令和2年5月第5週
5月24日(月曜)
本日から世界保健機関(World Health Organization; WHO)の年次総会。回線接続形式でTedros Adhanom Ghebreyesus事務局長は「世界は依然として非常に危険な状態にある」と演説。「今年の感染者が既に昨年1年間の合計を上回り、死者数も今後3週間のうちに昨年1年間を超えるだろう」と指摘すると共に「世界のワクチン接種の75%が僅か十ヶ国に集中している」事は「恥ずべき不公平だ」、「ワクチンを手にした少数の国々が、世界の其の他の命運を左右している」と批判。本年9月迄に全ての国で人口の少なくとも10%、年末迄に30%に接種を済ませる目標を掲げ、加盟国にはワクチン分配の国際的枠組みCOVAXへの提供を、製造者にはワクチン増産を求めた由。仏蘭西のMacron大統領は動画で「感染症発生時にWHOの調査権限を強める」事を訴え、独逸のMerkel首相も「WHOは引き続き、世界の保健に主導的な役割を果たすべきだ」と述べたとの事。
栃木県日光市の公立中学校で校長を務める男性が、昨年に「対面」「近距離(2m以内)」「一定時間(15分以上)の会話」の3条件全てに該当する場合を除いて「マスクは不要」との張り紙を学校入口に掲示。「マスクは免疫力を下げる」「高炭酸ガス症は癌の原因にもなる」「マスク対面は人間力を下げる」等の独自理論と共に、「これは私の勝手な判断では」無く「厚労省や文科省の方針に沿ったもの」と虚偽の内容を語った上に、卒業式も原則「ノーマスク」で挙行したいと主張する等の学校運営を本年3月末で定年退職となる迄、続けていた模様。2021年5月22日のtwitter投稿で世間の知る所となる一方、前校長退職後に学校方針はマスク着用に転じるも、彼が書いた非科学的主張の数々は今週も学校サイトに残されており、中学側は「今度どうするか市教委と相談したい」と取材に答えた由。
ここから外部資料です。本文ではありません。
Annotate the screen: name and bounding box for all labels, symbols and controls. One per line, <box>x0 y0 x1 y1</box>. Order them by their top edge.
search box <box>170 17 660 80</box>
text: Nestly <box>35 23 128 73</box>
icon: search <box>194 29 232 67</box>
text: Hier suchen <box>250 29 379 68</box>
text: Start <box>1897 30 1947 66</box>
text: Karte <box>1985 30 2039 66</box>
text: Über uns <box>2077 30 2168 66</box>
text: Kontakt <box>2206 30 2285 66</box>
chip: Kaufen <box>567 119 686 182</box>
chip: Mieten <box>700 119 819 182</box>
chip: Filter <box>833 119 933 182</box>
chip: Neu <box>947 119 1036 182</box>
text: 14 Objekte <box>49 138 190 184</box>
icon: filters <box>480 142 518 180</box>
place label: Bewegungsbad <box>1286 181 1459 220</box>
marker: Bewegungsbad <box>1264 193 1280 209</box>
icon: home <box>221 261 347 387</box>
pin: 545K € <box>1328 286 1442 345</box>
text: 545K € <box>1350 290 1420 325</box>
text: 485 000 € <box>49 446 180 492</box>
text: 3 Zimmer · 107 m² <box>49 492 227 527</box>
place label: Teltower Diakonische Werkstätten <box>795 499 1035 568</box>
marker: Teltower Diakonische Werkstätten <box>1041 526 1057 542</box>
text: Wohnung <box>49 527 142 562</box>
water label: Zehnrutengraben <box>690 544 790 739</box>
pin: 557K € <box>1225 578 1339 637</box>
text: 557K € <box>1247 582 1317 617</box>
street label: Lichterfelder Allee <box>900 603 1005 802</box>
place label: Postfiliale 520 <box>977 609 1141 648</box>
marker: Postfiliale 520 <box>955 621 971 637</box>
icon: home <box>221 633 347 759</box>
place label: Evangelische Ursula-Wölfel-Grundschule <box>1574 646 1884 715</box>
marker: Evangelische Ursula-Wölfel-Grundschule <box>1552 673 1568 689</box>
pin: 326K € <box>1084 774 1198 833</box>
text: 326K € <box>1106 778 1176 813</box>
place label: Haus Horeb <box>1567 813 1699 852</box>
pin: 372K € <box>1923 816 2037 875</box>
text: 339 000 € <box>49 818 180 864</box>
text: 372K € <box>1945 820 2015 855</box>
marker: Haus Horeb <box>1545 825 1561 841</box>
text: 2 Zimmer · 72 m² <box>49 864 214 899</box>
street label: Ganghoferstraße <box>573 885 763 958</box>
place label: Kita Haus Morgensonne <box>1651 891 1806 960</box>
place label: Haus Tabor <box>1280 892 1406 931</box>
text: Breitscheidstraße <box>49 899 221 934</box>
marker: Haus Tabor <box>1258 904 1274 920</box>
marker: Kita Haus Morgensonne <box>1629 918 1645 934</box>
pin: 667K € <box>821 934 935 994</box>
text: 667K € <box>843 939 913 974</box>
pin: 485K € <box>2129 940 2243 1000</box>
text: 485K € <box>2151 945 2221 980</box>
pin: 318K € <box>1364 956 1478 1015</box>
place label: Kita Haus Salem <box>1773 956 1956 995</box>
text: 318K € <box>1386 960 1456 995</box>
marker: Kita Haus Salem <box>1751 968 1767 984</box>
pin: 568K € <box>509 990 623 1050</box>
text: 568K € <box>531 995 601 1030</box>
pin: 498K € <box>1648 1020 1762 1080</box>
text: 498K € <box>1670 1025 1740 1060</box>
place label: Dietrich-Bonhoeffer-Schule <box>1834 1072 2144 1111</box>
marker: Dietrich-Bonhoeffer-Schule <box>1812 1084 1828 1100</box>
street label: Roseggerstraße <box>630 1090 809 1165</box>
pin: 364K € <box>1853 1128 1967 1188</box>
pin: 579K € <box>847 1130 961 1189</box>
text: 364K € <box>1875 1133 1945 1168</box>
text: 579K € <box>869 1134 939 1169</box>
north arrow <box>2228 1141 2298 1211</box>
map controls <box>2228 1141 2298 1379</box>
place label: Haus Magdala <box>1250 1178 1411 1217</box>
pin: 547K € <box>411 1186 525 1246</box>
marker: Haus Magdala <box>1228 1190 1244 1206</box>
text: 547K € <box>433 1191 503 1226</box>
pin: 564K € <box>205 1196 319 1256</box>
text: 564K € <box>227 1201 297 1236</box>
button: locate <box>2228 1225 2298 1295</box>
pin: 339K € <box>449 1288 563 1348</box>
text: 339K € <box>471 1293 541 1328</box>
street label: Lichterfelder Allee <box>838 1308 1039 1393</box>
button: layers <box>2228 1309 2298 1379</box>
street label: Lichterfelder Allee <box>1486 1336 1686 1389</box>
時に相応の地位を愚かな人間が占める事は国の東西を問わず起こり得るが、校長の愚行を教職員も生徒や保護者も告発せず、「せめて当事者が去った後は誤った記載を消去すべき」との判断すら出来ずに外部からの指摘でネット炎上するのを座して待っていた辺り、「硬直した日本の教育現場ならではの事件」との印象を受けた。問題の学校は「住人も少ない」地域の「3学年で20人くらいの山の中の中学校」故に諸々の判断が緩かったのではないかとの説も見かけたが、真偽は知らぬ。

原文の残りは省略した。